Cristian Carracedo

Personal information
- Full name: Cristian Carracedo García
- Date of birth: 30 November 1995 (age 30)
- Place of birth: L'Hospitalet, Spain
- Height: 1.79 m (5 ft 10 in)
- Position: Winger

Team information
- Current team: Córdoba
- Number: 23

Youth career
- Badalona

Senior career*
- Years: Team / Apps / (Gls)
- 2013–2015: Badalona / 28 / (0)
- 2015–2016: Mallorca B / 22 / (4)
- 2015: Mallorca / 0 / (0)
- 2016–2017: Cacereño / 8 / (0)
- 2017–2018: San Fermín / 49 / (9)
- 2018: Écija / 9 / (0)
- 2018–2019: Córdoba B / 24 / (4)
- 2019–2020: Langreo / 9 / (0)
- 2020: Ceuta / 7 / (1)
- 2020–2021: Prat / 7 / (0)
- 2021: Ejea / 16 / (5)
- 2021–2022: Linares / 32 / (5)
- 2022–: Córdoba / 152 / (12)

= Cristian Carracedo =

Spanish footballer

Cristian Carracedo García (born 30 November 1995) is a Spanish footballer who plays as a right winger for Córdoba CF.

==Career==
Born in L'Hospitalet de Llobregat, Barcelona, Catalonia, Carracedo finished his formation with CF Badalona. On 12 October 2013 he made his senior debut, coming on as a second-half substitute in a 0–2 away loss against Valencia CF Mestalla in the Segunda División B championship.

Carracedo signed for RCD Mallorca on 3 August 2015, being assigned to the reserves in Tercera División. He made his first team debut on 10 September, starting in a 0–2 home loss against SD Huesca, for the season's Copa del Rey; it was his only appearance with the main squad.

After departing the Bermellones, Carracedo subsequently represented Tercera División side CP Cacereño before moving to CD AD San Fermín in the Primera Andaluza in February 2017. After helping in the latter's promotion to the fourth division, he moved to fellow league team Écija Balompié on 5 July 2018, before joining Córdoba CF's B-team in the same category on 23 November.

On 25 July 2019, Carracedo returned to the third division after agreeing to a contract with UP Langreo. After being rarely used, he moved to AD Ceuta FC in the fourth tier the following 28 January, before signing for AE Prat back in the third tier on 14 June 2020.

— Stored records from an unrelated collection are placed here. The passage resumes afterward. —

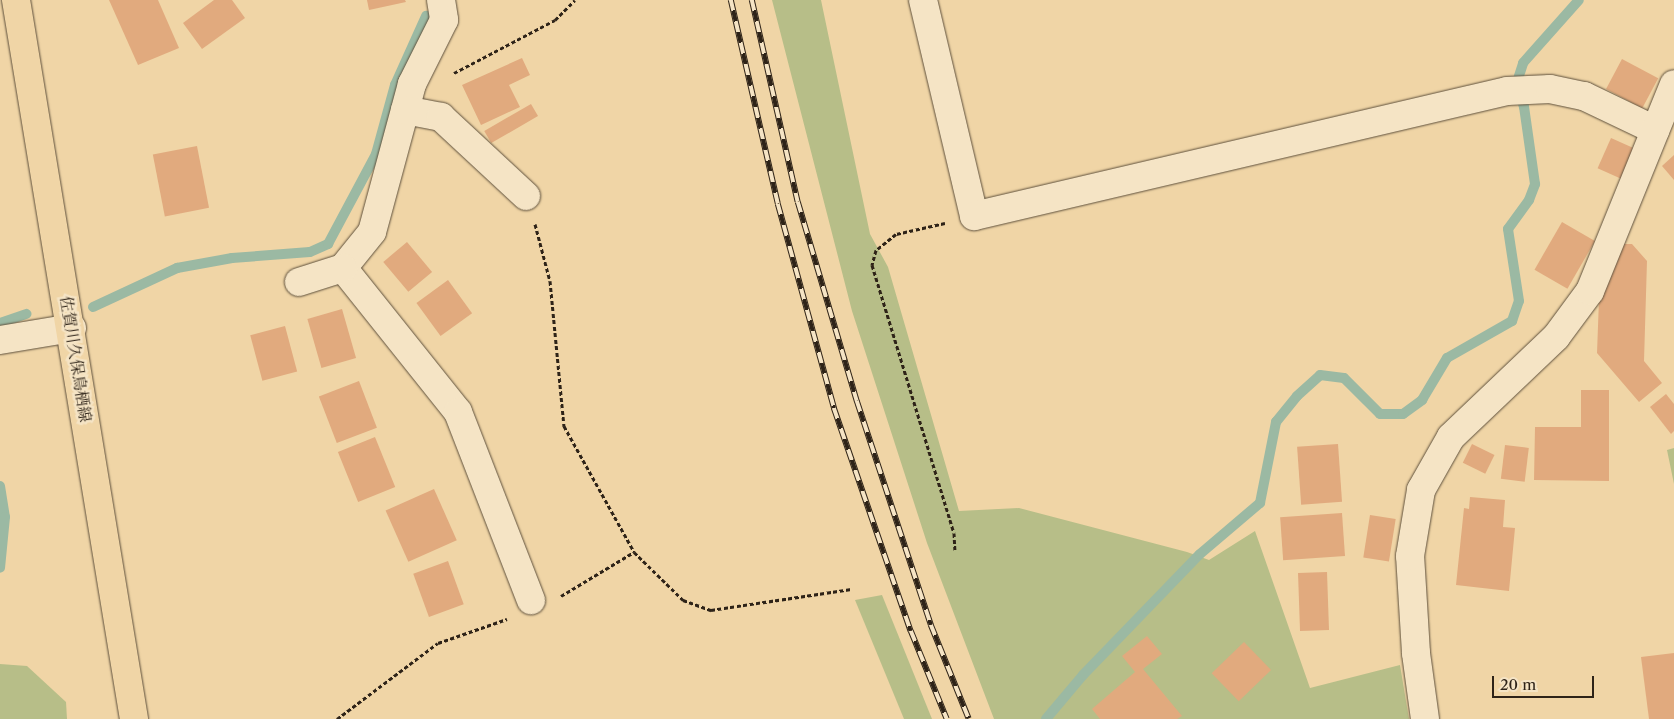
<!DOCTYPE html>
<html>
<head>
<meta charset="utf-8">
<style>
  body { margin:0 }
  #map { position:relative; width:1674px; height:719px; overflow:hidden; background:#f0d5a6; font-family:"Libre Caslon Text","Noto Serif JP",serif }
  div>[style] { position:absolute }
  .green>* { inset:0; background:#b7be88 }
  .stream>* { height:10px; margin:-5px; padding:0 5px; transform-origin:5px; border-radius:5px; background:#9bb9a3 }
  .building>* { inset:0; background:#e1aa7e; transform-origin:0 0 }
  .path>* { height:3px; margin-top:-1.5px; transform-origin:0; background:repeating-linear-gradient(90deg,#2e2318 0 4px,transparent 0 6.5px) }
  .roads { filter:drop-shadow(0 0 1px #5e503c) drop-shadow(0 0 1px #5e503c) }
  .minor>* { height:28px; margin:-14px; padding:0 14px; transform-origin:14px; border-radius:14px; background:#f5e4c5 }
  .major>* { height:28px; margin:-14px; padding:0 14px; transform-origin:14px; border-radius:14px; background:#f0d5a6 }
  .rail>* { height:5.5px; margin-top:-2.75px; transform-origin:0; background:repeating-linear-gradient(90deg,#f5e4c5 0 11px,#2e2318 0 22px); box-sizing:border-box; border-block:1px solid #2e2318 }
  span { translate:-50% -50%; white-space:nowrap; text-align:center; line-height:1.15; -webkit-text-stroke:5px #f5e4c5; paint-order:stroke }
  .street-label { font-size:16px; color:#2e2318 }
  .scale { position:absolute; left:1492px; top:676px; width:102px; height:22px; box-sizing:border-box; border:2px solid #2e2318; border-top:0; padding-left:6px; font-size:15px; line-height:18px; white-space:nowrap; color:#2e2318; -webkit-text-stroke:4px #f5e4c5; paint-order:stroke }
</style>
</head>
<body>
<div id="map">
  <div class="green">
    <i style="clip-path:polygon(772px 0,821px 0,870px 234px,888px 267px,959px 511px,1019px 508px,1187px 552px,1209px 560px,1255px 531px,1310px 688px,1400px 665px,1409px 719px,994px 719px,927px 543px,852px 311px)"></i>
    <i style="clip-path:polygon(1674px 448px,1674px 484px,1667px 450px)"></i>
    <i style="clip-path:polygon(882px 595px,932px 719px,904px 719px,855px 600px)"></i>
    <i style="clip-path:polygon(0 664px,27px 666px,66px 702px,67px 719px,0 719px)"></i>
  </div>
  <div class="stream">
    <i style="left:93px;top:307px;width:93px;rotate:-24.9deg"></i>
    <i style="left:177px;top:268px;width:56px;rotate:-10.3deg"></i>
    <i style="left:232px;top:258px;width:78px;rotate:-4.4deg"></i>
    <i style="left:310px;top:252px;width:20px;rotate:-24deg"></i>
    <i style="left:328px;top:244px;width:102px;rotate:-61.9deg"></i>
    <i style="left:376px;top:154px;width:72px;rotate:-74.6deg"></i>
    <i style="left:395px;top:85px;width:76px;rotate:-65.8deg"></i>
    <i style="left:0;top:323px;width:28px;rotate:-19deg"></i>
    <i style="left:0;top:486px;width:31px;rotate:81deg"></i>
    <i style="left:5px;top:517px;width:51px;rotate:95.6deg"></i>
    <i style="left:1046px;top:719px;width:57px;rotate:-49.9deg"></i>
    <i style="left:1083px;top:675px;width:168px;rotate:-46deg"></i>
    <i style="left:1200px;top:554px;width:79px;rotate:-40.4deg"></i>
    <i style="left:1260px;top:503px;width:83px;rotate:-78.8deg"></i>
    <i style="left:1276px;top:422px;width:33px;rotate:-51deg"></i>
    <i style="left:1297px;top:396px;width:31px;rotate:-42deg"></i>
    <i style="left:1320px;top:375px;width:24px;rotate:7deg"></i>
    <i style="left:1344px;top:378px;width:51px;rotate:45deg"></i>
    <i style="left:1380px;top:414px;width:23px"></i>
    <i style="left:1403px;top:414px;width:24px;rotate:-36deg"></i>
    <i style="left:1422px;top:400px;width:49px;rotate:-59.2deg"></i>
    <i style="left:1447px;top:358px;width:75px;rotate:-29.6deg"></i>
    <i style="left:1512px;top:321px;width:21px;rotate:-71deg"></i>
    <i style="left:1519px;top:301px;width:73px;rotate:-98.7deg"></i>
    <i style="left:1508px;top:229px;width:36px;rotate:-54deg"></i>
    <i style="left:1529px;top:200px;width:17px;rotate:-69deg"></i>
    <i style="left:1535px;top:184px;width:78px;rotate:-98.1deg"></i>
    <i style="left:1524px;top:107px;width:26px;rotate:-106deg"></i>
    <i style="left:1517px;top:82px;width:20px;rotate:-72deg"></i>
    <i style="left:1523px;top:63px;width:84px;rotate:-48.4deg"></i>
  </div>
  <div class="building">
    <i style="clip-path:polygon(109px 0,158px 0,179px 48px,138px 65px)"></i>
    <i style="clip-path:polygon(214px 0,232px 0,245px 18px,202px 49px,183px 23px)"></i>
    <i style="clip-path:polygon(367px 0,405px 0,406px 2px,369px 10px)"></i>
    <i style="clip-path:polygon(522px 58px,530px 75px,509px 85px,520px 107px,481px 125px,462px 85px)"></i>
    <i style="left:1622px;top:59px;width:41px;height:34px;rotate:28deg"></i>
    <i style="left:531px;top:104px;width:14px;height:54px;rotate:60deg"></i>
    <i style="left:1611px;top:138px;width:27px;height:33px;rotate:24deg"></i>
    <i style="left:197px;top:146px;width:63px;height:45px;rotate:79deg"></i>
    <i style="clip-path:polygon(1674px 155px,1674px 180px,1662px 166px)"></i>
    <i style="left:1562px;top:222px;width:38px;height:55px;rotate:30deg"></i>
    <i style="left:407px;top:242px;width:39px;height:31px;rotate:50deg"></i>
    <i style="clip-path:polygon(1624px 244px,1632px 244px,1647px 261px,1644px 361px,1662px 383px,1639px 402px,1597px 353px,1599px 299px)"></i>
    <i style="left:448px;top:280px;width:41px;height:39px;rotate:54deg"></i>
    <i style="left:342px;top:309px;width:51px;height:36px;rotate:74deg"></i>
    <i style="left:285px;top:326px;width:47px;height:36px;rotate:75deg"></i>
    <i style="left:359px;top:381px;width:50px;height:43px;rotate:69deg"></i>
    <i style="clip-path:polygon(1581px 390px,1609px 390px,1609px 481px,1534px 480px,1535px 427px,1581px 427px)"></i>
    <i style="clip-path:polygon(1666px 394px,1674px 404px,1674px 431px,1671px 434px,1650px 407px)"></i>
    <i style="left:375px;top:437px;width:54px;height:40px;rotate:68deg"></i>
    <i style="left:1338px;top:444px;width:58px;height:41px;rotate:86deg"></i>
    <i style="left:1472px;top:444px;width:25px;height:21px;rotate:26deg"></i>
    <i style="left:1505px;top:445px;width:24px;height:34px;rotate:7deg"></i>
    <i style="left:434px;top:489px;width:56px;height:53px;rotate:66deg"></i>
    <i style="clip-path:polygon(1470px 497px,1505px 500px,1503px 527px,1515px 528px,1509px 591px,1456px 585px,1464px 508px,1469px 509px)"></i>
    <i style="left:1342px;top:513px;width:43px;height:62px;rotate:86deg"></i>
    <i style="left:1370px;top:515px;width:26px;height:43px;rotate:9deg"></i>
    <i style="left:448px;top:561px;width:46px;height:37px;rotate:70deg"></i>
    <i style="left:1327px;top:572px;width:58px;height:29px;rotate:88deg"></i>
    <i style="clip-path:polygon(1147px 636px,1162px 654px,1143px 669px,1182px 716px,1177px 719px,1100px 719px,1092px 709px,1135px 672px,1122px 656px)"></i>
    <i style="left:1244px;top:642px;width:39px;height:45px;rotate:46deg"></i>
    <i style="clip-path:polygon(1674px 653px,1674px 719px,1649px 719px,1641px 657px)"></i>
  </div>
  <div class="path">
    <i style="left:454px;top:73px;width:114px;rotate:-27.7deg"></i>
    <i style="left:555px;top:20px;width:28px;rotate:-45deg"></i>
    <i style="left:945px;top:223px;width:50px;rotate:167.3deg"></i>
    <i style="left:896px;top:234px;width:26px;rotate:141deg"></i>
    <i style="left:876px;top:250px;width:16px;rotate:105deg"></i>
    <i style="left:872px;top:265px;width:280px;rotate:73deg"></i>
    <i style="left:954px;top:533px;width:17px;rotate:87deg"></i>
    <i style="left:535px;top:224px;width:59px;rotate:75.3deg"></i>
    <i style="left:550px;top:281px;width:146px;rotate:84.5deg"></i>
    <i style="left:564px;top:426px;width:144px;rotate:60.9deg"></i>
    <i style="left:634px;top:552px;width:69px;rotate:44.4deg"></i>
    <i style="left:683px;top:600px;width:30px;rotate:20deg"></i>
    <i style="left:711px;top:610px;width:142px;rotate:-8.5deg"></i>
    <i style="left:561px;top:596px;width:85px;rotate:-31.1deg"></i>
    <i style="left:337px;top:719px;width:126px;rotate:-37deg"></i>
    <i style="left:438px;top:643px;width:73px;rotate:-19.2deg"></i>
  </div>
  <div class="roads">
    <div class="minor">
      <i style="left:441px;top:0;width:20px;rotate:81deg"></i>
      <i style="left:444px;top:20px;width:72px;rotate:116.6deg"></i>
      <i style="left:412px;top:84px;width:153px;rotate:105.1deg"></i>
      <i style="left:372px;top:232px;width:46px;rotate:128.9deg"></i>
      <i style="left:343px;top:268px;width:184px;rotate:51.4deg"></i>
      <i style="left:458px;top:412px;width:202px;rotate:68.8deg"></i>
      <i style="left:923px;top:0;width:222px;rotate:76.7deg"></i>
      <i style="left:974px;top:216px;width:547px;rotate:-13.2deg"></i>
      <i style="left:1507px;top:91px;width:43px;rotate:-2.7deg"></i>
      <i style="left:1550px;top:89px;width:35px;rotate:12deg"></i>
      <i style="left:1584px;top:96px;width:79px;rotate:25.6deg"></i>
      <i style="left:405px;top:110px;width:37px;rotate:11deg"></i>
      <i style="left:441px;top:117px;width:116px;rotate:42.9deg"></i>
      <i style="left:299px;top:282px;width:46px;rotate:-17.7deg"></i>
      <i style="left:0;top:340px;width:73px;rotate:-9.5deg"></i>
      <i style="left:1425px;top:719px;width:67px;rotate:-97.8deg"></i>
      <i style="left:1416px;top:653px;width:97px;rotate:-93.5deg"></i>
      <i style="left:1410px;top:556px;width:67px;rotate:-80.5deg"></i>
      <i style="left:1421px;top:490px;width:61px;rotate:-60.5deg"></i>
      <i style="left:1451px;top:437px;width:145px;rotate:-43.6deg"></i>
      <i style="left:1556px;top:337px;width:57px;rotate:-53.5deg"></i>
      <i style="left:1590px;top:291px;width:223px;rotate:-67.9deg"></i>
    </div>
    <div class="major">
      <i style="left:16px;top:0;width:729px;rotate:80.68deg"></i>
    </div>
  </div>
  <div class="rail">
    <i style="left:731px;top:0;width:209px;rotate:77deg"></i>
    <i style="left:778px;top:204px;width:212px;rotate:74.6deg"></i>
    <i style="left:834px;top:408px;width:236px;rotate:71deg"></i>
    <i style="left:911px;top:631px;width:95px;rotate:67.8deg"></i>
    <i style="left:752px;top:0;width:207px;rotate:77.2deg"></i>
    <i style="left:798px;top:202px;width:208px;rotate:73.5deg"></i>
    <i style="left:857px;top:401px;width:236px;rotate:71.7deg"></i>
    <i style="left:931px;top:625px;width:101px;rotate:68deg"></i>
  </div>
  <div class="street-label">
    <span style="left:76px;top:359px;rotate:81deg">佐賀川久保鳥栖線</span>
  </div>
  <div class="scale">20 m</div>
</div>
</body>
</html>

On 2 January 2021, after again featuring rarely, Carracedo joined SD Ejea also in division three. On 24 June, he was announced at Linares Deportivo of the newly-created Primera División RFEF.

On 8 June 2022, after being a regular starter as the Azulillos narrowly missed out promotion in the play-offs, Carracedo returned to Córdoba on a one-year deal, being now assigned to the main squad also in the third division. On 30 November, he renewed his link until 2025, and contributed with two goals in 41 appearances overall during the 2023–24 campaign as the club achieved promotion to Segunda División.